To do:
Across the entries below, how many lines contain the string "ルヴァンⅡ"? Give only the count.

Records for this task:
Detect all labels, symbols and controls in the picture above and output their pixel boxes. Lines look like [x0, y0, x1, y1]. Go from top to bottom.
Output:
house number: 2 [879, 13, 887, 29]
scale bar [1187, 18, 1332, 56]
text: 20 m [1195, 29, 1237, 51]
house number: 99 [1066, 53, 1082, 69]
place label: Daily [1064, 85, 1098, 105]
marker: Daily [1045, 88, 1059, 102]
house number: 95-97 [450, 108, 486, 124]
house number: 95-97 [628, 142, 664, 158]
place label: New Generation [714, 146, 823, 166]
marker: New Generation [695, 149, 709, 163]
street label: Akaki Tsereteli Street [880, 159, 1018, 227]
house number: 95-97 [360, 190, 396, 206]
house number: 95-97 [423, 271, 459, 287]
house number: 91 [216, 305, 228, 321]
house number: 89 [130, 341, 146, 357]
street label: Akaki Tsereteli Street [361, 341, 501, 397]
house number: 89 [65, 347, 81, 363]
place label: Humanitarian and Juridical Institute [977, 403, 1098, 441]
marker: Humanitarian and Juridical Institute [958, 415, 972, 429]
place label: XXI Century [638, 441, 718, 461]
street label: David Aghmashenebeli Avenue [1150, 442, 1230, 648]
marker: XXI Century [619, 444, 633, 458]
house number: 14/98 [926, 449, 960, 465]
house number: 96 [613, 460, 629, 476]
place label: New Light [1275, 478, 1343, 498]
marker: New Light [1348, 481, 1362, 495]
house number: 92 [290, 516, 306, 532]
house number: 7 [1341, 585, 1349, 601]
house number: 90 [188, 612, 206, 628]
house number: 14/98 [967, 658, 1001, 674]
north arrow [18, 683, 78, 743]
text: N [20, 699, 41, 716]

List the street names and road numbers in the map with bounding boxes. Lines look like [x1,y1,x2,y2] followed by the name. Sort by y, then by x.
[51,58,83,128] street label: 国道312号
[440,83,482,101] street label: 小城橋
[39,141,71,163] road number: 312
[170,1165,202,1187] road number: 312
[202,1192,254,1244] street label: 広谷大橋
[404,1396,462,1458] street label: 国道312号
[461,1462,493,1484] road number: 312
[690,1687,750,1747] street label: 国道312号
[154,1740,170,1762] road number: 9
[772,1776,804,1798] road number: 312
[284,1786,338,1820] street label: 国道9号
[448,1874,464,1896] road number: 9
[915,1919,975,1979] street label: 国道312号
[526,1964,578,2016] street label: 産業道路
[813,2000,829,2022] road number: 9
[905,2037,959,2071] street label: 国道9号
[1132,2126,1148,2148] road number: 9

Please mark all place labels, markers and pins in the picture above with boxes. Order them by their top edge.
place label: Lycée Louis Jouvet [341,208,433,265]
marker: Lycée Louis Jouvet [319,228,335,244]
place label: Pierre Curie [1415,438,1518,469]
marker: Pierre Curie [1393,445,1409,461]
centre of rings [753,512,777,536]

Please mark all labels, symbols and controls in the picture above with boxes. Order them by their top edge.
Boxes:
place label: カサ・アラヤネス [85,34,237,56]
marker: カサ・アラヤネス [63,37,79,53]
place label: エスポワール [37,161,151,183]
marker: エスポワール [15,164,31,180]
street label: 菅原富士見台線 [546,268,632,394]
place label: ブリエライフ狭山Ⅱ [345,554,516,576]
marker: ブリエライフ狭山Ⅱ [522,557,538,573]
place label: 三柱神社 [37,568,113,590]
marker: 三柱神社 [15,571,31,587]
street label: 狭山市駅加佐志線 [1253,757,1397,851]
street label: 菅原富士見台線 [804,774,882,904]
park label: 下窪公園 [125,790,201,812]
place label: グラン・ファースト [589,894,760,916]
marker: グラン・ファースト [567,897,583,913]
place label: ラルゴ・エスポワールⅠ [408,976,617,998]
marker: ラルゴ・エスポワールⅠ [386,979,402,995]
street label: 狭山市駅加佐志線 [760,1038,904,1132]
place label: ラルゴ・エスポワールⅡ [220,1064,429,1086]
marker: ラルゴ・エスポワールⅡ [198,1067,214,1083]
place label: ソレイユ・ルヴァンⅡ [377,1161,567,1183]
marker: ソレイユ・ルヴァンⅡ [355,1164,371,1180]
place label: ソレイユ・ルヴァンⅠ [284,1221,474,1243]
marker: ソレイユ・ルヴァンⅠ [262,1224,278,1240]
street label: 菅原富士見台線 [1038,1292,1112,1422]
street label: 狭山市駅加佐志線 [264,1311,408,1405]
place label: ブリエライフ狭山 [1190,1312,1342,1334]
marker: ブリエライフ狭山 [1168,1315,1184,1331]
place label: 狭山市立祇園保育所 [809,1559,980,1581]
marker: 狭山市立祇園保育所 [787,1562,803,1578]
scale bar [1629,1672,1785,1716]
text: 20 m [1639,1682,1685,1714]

Answer for the task:
2